## What is needed
State the count of lines in this material that hold the string "nowrap" and add nothing.

##### Source material #####

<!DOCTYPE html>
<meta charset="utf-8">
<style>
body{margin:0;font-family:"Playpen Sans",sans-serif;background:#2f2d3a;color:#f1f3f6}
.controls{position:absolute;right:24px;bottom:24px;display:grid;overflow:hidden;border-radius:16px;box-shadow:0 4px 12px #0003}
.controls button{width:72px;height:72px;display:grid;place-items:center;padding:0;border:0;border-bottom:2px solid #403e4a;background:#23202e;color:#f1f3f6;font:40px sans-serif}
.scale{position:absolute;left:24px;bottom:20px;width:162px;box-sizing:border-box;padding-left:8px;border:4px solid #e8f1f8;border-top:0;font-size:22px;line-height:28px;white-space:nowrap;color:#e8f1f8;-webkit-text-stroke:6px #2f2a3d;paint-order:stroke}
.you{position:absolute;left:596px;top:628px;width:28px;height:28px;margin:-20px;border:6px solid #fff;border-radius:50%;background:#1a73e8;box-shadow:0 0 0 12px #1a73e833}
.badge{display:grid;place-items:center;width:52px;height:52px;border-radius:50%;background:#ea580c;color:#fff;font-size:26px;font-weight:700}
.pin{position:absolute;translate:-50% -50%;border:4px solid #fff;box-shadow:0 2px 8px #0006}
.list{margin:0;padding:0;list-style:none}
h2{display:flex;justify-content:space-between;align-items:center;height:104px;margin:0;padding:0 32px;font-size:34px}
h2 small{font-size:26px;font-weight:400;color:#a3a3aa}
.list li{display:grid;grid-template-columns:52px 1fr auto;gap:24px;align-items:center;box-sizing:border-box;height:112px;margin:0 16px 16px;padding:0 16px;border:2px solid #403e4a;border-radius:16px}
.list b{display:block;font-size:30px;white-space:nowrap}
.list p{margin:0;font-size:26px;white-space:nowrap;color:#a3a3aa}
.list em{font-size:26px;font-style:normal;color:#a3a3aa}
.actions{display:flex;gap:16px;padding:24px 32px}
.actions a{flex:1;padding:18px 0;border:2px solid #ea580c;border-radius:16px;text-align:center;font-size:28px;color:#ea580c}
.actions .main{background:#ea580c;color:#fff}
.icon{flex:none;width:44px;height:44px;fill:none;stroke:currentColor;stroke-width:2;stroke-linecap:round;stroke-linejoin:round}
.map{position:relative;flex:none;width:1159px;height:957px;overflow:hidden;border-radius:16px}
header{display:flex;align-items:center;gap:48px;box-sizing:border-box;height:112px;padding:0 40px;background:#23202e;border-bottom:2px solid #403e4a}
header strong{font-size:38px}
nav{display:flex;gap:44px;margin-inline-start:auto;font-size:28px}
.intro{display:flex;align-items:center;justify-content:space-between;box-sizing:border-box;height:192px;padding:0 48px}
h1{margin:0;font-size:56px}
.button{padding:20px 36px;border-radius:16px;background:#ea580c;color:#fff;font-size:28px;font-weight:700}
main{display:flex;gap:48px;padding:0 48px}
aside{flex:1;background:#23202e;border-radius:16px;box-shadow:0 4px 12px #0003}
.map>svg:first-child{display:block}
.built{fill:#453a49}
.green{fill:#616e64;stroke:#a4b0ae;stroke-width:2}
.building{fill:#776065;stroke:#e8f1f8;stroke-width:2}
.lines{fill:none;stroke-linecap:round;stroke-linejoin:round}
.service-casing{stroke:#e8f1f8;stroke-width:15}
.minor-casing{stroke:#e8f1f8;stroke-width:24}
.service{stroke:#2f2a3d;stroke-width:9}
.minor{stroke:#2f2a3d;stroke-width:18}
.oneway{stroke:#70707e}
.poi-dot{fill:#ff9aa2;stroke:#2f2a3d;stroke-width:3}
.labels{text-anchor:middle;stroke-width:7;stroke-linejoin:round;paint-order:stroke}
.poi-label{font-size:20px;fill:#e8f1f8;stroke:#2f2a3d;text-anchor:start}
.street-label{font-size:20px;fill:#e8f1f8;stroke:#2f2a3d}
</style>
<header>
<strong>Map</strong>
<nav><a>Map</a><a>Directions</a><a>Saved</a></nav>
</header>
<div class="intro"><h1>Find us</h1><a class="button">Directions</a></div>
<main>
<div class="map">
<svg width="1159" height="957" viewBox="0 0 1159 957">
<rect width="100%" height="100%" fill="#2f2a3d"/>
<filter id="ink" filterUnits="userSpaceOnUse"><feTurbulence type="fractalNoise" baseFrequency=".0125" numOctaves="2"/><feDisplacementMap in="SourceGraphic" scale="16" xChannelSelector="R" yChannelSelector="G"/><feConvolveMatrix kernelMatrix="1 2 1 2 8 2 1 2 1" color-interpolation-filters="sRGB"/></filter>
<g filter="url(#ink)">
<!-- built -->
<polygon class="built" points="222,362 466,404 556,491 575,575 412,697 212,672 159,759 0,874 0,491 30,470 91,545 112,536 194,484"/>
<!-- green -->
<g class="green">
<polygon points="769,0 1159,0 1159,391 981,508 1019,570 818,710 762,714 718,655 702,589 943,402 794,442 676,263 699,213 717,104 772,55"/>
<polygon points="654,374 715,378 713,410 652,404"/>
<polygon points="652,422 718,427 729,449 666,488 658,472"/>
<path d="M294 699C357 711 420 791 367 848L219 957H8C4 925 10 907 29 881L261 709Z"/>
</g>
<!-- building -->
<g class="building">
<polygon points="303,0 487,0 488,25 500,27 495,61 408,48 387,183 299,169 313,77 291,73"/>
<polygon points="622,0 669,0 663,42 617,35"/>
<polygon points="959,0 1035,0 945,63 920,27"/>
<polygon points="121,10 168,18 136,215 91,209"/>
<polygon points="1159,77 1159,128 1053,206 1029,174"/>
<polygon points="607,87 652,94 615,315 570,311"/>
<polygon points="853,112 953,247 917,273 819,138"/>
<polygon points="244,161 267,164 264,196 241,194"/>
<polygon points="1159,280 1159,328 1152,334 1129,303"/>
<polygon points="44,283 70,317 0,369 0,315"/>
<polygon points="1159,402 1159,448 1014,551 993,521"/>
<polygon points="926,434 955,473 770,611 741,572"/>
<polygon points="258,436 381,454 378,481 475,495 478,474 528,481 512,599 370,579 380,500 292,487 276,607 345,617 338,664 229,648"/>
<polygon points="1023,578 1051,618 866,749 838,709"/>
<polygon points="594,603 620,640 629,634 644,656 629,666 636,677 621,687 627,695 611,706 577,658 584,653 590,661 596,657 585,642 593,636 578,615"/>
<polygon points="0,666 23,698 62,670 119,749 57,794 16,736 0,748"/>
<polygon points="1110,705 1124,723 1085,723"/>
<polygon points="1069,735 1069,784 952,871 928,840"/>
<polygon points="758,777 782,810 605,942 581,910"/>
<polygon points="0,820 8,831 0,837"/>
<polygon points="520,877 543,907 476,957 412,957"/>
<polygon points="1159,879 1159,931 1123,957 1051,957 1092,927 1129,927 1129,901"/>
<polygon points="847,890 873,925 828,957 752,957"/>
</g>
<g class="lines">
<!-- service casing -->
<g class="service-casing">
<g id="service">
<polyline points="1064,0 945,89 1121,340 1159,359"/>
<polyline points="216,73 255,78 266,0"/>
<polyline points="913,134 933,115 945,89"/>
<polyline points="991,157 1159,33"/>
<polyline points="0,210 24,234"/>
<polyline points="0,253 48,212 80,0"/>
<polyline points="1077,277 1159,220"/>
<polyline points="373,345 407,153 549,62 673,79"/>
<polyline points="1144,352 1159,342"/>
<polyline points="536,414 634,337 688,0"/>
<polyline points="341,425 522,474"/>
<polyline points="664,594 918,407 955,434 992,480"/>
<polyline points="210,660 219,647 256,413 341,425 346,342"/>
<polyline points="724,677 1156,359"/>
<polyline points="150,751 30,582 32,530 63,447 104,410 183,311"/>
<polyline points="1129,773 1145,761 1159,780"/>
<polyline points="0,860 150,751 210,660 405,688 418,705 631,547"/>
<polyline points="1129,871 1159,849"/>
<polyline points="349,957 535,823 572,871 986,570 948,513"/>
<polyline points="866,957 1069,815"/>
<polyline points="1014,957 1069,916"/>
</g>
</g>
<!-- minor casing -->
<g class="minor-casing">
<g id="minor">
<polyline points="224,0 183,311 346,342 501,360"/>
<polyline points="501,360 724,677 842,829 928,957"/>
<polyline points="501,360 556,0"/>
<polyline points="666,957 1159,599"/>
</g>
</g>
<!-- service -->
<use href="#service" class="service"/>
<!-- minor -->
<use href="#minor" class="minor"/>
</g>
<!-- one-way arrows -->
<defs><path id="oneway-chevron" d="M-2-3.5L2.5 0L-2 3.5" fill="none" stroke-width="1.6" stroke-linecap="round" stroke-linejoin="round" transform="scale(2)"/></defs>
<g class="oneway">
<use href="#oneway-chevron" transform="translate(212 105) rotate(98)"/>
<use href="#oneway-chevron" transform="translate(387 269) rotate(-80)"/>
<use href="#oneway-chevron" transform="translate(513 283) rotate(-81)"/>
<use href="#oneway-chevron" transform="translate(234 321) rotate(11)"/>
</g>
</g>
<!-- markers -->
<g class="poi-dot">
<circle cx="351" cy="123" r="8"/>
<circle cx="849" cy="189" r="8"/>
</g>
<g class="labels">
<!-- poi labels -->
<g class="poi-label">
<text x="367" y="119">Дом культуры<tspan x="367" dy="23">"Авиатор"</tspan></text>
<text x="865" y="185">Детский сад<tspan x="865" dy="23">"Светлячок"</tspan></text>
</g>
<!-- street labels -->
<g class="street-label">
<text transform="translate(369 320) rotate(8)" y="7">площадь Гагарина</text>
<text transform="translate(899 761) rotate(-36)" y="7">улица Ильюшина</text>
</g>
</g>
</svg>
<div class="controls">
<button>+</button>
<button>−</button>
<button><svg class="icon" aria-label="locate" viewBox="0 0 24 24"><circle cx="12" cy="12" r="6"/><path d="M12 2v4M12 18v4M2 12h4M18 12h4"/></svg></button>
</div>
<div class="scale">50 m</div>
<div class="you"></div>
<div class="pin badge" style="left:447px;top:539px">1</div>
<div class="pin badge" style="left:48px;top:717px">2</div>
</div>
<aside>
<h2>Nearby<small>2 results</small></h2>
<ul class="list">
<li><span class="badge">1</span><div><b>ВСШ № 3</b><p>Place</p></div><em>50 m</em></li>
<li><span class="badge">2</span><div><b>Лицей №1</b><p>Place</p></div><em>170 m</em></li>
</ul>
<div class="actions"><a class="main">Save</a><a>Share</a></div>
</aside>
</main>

#####

## Result of the exercise
3